Given data Start Marker

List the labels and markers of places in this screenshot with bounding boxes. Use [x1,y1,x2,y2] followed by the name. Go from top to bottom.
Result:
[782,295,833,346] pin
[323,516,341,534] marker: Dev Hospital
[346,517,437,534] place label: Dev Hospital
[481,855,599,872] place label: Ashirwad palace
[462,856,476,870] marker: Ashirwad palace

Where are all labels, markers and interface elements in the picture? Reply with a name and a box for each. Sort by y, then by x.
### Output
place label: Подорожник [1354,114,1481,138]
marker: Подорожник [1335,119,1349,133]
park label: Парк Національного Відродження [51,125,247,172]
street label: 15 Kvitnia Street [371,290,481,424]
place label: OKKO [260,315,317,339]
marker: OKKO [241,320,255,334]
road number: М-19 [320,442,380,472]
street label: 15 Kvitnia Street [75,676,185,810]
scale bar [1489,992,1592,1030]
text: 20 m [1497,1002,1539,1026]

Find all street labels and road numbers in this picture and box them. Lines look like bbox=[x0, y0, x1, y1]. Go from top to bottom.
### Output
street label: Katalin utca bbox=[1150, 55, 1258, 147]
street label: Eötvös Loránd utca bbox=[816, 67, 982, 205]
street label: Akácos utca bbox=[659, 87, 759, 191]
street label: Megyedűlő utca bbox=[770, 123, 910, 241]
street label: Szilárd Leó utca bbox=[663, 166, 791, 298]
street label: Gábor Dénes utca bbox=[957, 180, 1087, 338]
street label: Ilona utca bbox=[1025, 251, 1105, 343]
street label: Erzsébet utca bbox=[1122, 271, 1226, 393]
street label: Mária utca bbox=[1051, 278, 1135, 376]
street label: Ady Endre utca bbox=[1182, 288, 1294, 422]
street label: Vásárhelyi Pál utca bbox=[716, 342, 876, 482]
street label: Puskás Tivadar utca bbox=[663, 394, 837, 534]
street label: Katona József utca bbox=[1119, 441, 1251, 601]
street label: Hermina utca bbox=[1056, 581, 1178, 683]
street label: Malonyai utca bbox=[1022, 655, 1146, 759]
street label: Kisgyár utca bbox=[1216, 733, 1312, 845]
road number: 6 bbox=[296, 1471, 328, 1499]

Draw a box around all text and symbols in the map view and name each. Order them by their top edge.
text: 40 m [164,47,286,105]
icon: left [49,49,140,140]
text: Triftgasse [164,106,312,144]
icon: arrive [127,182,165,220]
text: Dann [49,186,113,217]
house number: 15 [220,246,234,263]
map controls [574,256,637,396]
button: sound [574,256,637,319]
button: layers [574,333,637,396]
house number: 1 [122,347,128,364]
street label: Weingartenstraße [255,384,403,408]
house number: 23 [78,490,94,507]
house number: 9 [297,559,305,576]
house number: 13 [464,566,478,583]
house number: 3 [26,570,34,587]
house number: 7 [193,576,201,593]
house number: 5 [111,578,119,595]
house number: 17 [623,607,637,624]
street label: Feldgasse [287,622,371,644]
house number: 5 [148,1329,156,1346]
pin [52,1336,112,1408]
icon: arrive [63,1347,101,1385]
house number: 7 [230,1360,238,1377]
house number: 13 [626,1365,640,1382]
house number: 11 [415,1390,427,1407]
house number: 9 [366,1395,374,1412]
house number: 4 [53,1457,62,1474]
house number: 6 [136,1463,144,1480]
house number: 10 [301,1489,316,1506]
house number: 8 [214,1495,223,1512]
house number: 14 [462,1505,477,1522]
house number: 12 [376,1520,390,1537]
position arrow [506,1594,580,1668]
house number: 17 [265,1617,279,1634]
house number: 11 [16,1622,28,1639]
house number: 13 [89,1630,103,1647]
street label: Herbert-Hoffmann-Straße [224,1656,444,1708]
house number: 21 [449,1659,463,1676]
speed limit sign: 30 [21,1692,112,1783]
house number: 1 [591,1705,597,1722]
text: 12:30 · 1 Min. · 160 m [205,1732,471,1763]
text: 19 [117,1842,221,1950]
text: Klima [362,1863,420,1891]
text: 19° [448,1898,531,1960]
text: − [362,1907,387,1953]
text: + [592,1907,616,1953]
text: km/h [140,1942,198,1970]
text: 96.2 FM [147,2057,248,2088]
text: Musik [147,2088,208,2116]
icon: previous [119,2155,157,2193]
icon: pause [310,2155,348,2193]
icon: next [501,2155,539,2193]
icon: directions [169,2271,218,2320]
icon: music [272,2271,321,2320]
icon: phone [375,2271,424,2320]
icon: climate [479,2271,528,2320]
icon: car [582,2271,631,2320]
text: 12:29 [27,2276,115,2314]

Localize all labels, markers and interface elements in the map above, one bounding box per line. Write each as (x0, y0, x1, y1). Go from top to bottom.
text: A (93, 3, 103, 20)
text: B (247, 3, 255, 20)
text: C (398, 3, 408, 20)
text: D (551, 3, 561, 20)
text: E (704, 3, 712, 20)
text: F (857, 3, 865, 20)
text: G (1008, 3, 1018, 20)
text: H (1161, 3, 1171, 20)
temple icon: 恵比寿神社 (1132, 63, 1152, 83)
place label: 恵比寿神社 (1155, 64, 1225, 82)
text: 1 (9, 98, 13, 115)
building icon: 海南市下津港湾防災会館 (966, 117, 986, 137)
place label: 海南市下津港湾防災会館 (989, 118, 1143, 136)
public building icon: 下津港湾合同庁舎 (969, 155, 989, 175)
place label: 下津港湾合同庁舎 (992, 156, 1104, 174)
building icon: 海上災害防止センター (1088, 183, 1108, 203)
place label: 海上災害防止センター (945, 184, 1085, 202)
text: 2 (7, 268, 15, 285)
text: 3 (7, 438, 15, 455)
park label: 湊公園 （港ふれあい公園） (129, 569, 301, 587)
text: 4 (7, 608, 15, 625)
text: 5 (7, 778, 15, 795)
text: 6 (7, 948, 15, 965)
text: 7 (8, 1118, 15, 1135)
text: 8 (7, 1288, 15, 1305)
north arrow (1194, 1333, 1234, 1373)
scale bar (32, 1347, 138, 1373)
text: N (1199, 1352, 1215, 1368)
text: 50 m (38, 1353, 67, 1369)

Given data End Marker

## Exercise details
Your task is to find each line in the entries that contains the string "interface" and copy it.

## Task solution
Where are all labels, markers and interface elements in the picture? Reply with a name and a box for each. Sort by y, then by x.
Localize all labels, markers and interface elements in the map above, one bounding box per line. Write each as (x0, y0, x1, y1). Go from top to bottom.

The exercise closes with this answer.